Palladium traded near a record after topping $1,800 an ounce as stricter air-quality rules increase demand for the metal used in vehicle pollution-control devices, with prices up more than 40% this year.
Spot palladium was steady at $1,800.09 an ounce at 10:22 a.m. in Singapore time, after peaking on Monday at $1,810.20. The metal, mined in South Africa and Russia, has surged for the past six straight quarters.
While car sales have been sluggish, tighter environmental laws in Europe and China are boosting consumption, according to Australia & New Zealand Banking Group Ltd.

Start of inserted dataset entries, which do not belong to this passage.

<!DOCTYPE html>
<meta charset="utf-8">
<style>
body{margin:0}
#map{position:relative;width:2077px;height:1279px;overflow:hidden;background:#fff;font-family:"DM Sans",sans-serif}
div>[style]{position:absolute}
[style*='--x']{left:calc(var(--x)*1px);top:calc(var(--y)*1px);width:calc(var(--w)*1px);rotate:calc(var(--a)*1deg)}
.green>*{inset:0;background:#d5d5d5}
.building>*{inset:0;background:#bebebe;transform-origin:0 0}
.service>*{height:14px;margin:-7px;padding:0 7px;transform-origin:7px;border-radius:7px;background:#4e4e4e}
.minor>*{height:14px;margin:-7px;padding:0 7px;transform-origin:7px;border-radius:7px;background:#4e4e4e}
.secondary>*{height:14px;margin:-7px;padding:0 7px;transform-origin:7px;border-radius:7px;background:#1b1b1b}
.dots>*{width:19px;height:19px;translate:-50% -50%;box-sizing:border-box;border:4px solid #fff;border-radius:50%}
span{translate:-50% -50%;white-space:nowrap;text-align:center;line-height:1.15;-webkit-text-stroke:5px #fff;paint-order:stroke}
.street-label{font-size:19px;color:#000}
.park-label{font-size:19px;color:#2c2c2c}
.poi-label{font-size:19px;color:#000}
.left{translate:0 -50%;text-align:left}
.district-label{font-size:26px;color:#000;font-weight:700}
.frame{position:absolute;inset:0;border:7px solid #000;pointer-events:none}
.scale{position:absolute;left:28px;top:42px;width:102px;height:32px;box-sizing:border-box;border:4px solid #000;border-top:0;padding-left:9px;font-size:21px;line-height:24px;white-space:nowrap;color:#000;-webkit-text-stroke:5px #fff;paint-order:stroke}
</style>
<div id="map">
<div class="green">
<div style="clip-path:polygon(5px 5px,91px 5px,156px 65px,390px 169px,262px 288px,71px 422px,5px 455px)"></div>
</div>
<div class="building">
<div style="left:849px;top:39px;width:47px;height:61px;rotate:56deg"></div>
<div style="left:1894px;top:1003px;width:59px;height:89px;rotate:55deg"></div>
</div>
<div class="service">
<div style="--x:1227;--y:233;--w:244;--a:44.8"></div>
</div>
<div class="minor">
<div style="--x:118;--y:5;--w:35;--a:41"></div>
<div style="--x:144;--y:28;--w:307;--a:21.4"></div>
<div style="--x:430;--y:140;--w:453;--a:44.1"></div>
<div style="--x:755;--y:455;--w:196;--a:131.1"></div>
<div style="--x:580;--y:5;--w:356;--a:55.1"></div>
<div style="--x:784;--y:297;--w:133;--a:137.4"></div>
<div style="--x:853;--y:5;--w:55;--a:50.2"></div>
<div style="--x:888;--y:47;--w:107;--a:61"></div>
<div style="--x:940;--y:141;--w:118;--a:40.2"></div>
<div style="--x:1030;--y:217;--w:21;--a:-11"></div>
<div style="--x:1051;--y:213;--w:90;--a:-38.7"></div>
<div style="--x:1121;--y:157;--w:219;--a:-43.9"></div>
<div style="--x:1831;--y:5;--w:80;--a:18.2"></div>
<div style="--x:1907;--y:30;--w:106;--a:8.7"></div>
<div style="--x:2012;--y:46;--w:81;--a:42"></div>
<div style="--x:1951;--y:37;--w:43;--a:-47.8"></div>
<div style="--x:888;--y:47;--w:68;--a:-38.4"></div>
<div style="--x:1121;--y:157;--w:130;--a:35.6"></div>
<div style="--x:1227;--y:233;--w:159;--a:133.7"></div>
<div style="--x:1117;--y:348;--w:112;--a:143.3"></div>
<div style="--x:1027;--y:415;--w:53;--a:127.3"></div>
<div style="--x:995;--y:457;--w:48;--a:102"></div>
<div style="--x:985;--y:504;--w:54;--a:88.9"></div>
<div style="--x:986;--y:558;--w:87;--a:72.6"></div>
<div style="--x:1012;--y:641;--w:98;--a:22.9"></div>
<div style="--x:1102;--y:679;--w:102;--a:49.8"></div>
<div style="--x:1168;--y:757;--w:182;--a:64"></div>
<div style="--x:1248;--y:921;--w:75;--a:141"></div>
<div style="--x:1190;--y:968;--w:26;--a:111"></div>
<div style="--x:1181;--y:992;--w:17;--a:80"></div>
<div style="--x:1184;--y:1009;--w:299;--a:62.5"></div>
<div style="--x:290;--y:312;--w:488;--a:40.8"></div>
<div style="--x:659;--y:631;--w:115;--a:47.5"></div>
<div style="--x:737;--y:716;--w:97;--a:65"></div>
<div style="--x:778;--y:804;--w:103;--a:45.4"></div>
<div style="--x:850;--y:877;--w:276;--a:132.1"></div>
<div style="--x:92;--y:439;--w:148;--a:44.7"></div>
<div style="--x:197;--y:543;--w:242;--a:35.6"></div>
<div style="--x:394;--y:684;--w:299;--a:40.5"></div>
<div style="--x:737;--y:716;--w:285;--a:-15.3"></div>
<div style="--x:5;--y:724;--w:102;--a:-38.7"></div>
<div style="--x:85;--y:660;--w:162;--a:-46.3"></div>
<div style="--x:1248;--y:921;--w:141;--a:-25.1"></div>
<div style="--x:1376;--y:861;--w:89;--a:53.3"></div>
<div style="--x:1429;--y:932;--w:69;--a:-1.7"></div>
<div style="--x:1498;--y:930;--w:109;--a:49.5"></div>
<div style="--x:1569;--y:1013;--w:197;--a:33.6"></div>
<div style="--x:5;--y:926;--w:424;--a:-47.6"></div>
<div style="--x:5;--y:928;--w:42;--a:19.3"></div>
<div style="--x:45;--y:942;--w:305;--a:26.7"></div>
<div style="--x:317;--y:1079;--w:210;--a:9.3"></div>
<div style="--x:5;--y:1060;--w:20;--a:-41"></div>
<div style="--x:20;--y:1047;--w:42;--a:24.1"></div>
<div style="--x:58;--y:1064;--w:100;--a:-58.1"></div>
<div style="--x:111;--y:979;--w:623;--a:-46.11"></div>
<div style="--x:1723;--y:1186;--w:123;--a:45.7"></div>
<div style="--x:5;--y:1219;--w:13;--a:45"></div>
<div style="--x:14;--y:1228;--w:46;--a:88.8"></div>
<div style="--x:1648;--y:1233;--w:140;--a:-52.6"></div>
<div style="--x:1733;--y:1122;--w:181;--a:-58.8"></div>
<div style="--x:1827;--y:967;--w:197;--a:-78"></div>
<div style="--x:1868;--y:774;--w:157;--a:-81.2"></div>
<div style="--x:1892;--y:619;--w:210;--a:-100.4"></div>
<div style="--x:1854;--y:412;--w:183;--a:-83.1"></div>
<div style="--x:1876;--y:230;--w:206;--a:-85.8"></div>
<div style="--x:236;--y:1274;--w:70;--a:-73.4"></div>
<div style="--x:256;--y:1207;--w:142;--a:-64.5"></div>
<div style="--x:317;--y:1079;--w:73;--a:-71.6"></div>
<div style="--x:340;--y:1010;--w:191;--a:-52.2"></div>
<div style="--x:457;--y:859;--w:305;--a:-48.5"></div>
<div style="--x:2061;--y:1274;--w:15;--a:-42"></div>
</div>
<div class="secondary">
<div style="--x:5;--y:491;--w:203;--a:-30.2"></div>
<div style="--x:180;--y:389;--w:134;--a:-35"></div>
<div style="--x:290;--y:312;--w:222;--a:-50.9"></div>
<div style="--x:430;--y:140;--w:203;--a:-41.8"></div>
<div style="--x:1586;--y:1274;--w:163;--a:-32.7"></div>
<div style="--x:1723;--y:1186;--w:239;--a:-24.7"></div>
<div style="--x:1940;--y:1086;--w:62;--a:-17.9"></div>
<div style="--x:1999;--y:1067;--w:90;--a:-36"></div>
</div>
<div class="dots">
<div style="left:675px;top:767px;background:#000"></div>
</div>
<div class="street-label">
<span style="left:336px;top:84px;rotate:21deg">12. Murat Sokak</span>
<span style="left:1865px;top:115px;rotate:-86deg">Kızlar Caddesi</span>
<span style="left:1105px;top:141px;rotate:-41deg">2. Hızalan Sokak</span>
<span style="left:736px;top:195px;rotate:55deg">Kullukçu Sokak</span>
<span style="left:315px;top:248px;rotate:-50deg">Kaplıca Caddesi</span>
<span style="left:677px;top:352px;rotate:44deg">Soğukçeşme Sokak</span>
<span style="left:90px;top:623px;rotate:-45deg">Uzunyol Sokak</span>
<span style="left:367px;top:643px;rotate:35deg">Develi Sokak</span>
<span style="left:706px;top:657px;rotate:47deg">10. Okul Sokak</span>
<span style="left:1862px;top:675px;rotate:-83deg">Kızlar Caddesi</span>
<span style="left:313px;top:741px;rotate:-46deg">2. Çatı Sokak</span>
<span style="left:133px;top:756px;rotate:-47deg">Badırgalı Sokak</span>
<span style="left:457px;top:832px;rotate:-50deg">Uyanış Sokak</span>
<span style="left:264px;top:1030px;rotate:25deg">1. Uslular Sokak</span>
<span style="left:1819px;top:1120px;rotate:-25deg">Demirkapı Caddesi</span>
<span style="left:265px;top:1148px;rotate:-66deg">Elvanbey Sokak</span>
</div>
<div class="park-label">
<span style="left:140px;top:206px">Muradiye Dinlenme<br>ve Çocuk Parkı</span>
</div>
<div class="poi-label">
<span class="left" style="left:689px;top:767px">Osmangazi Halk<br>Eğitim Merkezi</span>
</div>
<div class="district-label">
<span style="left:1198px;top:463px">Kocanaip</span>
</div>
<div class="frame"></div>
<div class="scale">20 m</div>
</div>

Production is likely to continue to trail use through 2020, Bloomberg Intelligence analyst Eily Ong said in an Oct. 17 note. Speculation that the U.S. and China are moving closer to a trade deal also helped lift prices on Monday.
“That tightness in the palladium market continues to be the main driver,” Ryan McKay, a commodities strategist at TD Securities, said from Toronto. “You also have the better sentiment in the industrial metals complex. That also helps.”
Production of platinum-group metals in South Africa shrank the most in 18 months in August, while growth in Russia stalled last month, government data show. Power outages in South Africa have helped cloud the supply outlook.
There’s been concern that palladium’s hefty price could prompt automakers to find lower-cost materials, but so far that’s not happening. Platinum, a cheaper sister metal used largely in diesel vehicles, is often mentioned as a possible alternative, but research has shown technological advances are needed before it can match the performance of palladium-based catalytic converters, according to Johnson Matthey Plc, which makes the devices.
In other precious metals, gold for immediate delivery was little changed at $1,492.30 an ounce, after falling 0.8% on Monday as optimism on trade-deal prospects helped push U.S. equities to record highs. Silver and platinum fell.